I had an amazing discovery. If I ride with just one water bottle, shedding 800 grams I ride at the same speed. 
So, what do you think about the Frame weight importance? On a side note, it's kind of ironic that someone would spend a few hundred bucks on a seatpost to save 60-80 grams when they could just leave a few ice cubes at home.


----------



## Mdeth1313

new2rd said:


> I've come to realize over the past year that there's a huge difference between frame weight even within the same brand and model. Get a top of the line frame and you could save a couple pounds vs. the entry level carbon frame. Just the other day I was at my LBS checking out a new Trek Project One that was just put together. I believe the size was 64cm, something huge.
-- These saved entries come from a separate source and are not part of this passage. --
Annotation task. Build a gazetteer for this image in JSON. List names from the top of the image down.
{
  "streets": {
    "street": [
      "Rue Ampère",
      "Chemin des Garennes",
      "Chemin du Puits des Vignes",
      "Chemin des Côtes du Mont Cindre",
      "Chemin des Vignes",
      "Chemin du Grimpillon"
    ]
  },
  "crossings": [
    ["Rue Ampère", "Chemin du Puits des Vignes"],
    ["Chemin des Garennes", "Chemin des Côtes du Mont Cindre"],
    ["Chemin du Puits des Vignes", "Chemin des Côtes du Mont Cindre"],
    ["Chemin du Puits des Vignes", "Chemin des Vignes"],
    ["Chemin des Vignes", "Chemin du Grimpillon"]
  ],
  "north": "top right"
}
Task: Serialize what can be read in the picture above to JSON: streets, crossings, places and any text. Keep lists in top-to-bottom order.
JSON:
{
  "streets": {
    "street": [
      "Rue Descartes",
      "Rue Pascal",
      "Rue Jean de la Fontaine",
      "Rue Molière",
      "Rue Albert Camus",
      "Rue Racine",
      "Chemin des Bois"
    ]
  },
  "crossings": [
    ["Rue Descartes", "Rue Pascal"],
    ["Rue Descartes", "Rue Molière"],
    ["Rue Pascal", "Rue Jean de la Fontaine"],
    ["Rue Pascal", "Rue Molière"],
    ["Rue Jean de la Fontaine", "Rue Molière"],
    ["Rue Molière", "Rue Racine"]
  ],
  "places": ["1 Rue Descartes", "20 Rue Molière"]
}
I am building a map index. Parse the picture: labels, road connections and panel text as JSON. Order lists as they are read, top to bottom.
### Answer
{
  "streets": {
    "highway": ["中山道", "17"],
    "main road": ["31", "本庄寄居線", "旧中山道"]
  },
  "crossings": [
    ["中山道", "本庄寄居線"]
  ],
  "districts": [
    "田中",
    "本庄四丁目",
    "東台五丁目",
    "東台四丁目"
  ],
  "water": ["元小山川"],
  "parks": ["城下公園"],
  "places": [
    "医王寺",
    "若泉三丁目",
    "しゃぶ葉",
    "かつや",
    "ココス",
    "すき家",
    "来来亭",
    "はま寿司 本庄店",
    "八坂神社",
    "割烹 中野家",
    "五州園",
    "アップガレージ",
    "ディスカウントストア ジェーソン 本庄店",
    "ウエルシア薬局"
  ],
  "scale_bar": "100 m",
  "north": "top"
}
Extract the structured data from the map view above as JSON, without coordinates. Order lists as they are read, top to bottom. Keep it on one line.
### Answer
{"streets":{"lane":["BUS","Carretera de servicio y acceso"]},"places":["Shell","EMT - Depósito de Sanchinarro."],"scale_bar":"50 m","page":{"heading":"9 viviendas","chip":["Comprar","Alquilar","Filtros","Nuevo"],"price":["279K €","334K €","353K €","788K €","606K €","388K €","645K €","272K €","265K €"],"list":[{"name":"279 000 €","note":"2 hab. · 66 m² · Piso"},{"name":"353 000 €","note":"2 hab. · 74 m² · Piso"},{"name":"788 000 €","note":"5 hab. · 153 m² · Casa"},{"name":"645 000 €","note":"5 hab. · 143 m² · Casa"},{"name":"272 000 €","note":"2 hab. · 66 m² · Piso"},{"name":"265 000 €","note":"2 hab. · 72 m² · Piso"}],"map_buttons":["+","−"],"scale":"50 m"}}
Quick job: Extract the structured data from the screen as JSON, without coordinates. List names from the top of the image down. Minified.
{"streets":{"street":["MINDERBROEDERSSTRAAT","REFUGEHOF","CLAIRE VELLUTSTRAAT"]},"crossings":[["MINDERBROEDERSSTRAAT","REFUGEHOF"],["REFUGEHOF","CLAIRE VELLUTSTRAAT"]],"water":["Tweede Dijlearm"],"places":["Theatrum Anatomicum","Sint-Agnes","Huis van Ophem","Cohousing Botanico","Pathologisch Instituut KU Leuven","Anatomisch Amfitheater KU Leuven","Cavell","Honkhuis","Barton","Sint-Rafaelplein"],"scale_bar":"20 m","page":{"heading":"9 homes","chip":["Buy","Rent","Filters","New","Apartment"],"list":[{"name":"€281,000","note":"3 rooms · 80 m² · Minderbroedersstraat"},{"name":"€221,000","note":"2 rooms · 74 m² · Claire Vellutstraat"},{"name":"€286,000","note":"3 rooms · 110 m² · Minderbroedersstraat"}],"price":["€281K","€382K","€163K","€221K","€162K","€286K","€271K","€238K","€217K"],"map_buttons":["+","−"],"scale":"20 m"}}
The components were just about identical to what I had on my 54cm Roubaix, but the bike was 2 lbs less. Wow!! So, where am I going with this? Ummm... ok, I normally carry 2 bottles of water with me on rides over 90 minutes, or just about 3 lbs of liquid and then there's the saddlebag with iphone, tube, Co2 cartridge, and a few other small items. Probably 4 1/2 lbs total.
> I had an amazing discovery. If I ride with just one water bottle, shedding 800 grams I ride at the same speed.
> So, what do you think about the Frame weight importance? On a side note, it's kind of ironic that someone would spend a few hundred bucks on a seatpost to save 60-80 grams when they could just leave a few ice cubes at home.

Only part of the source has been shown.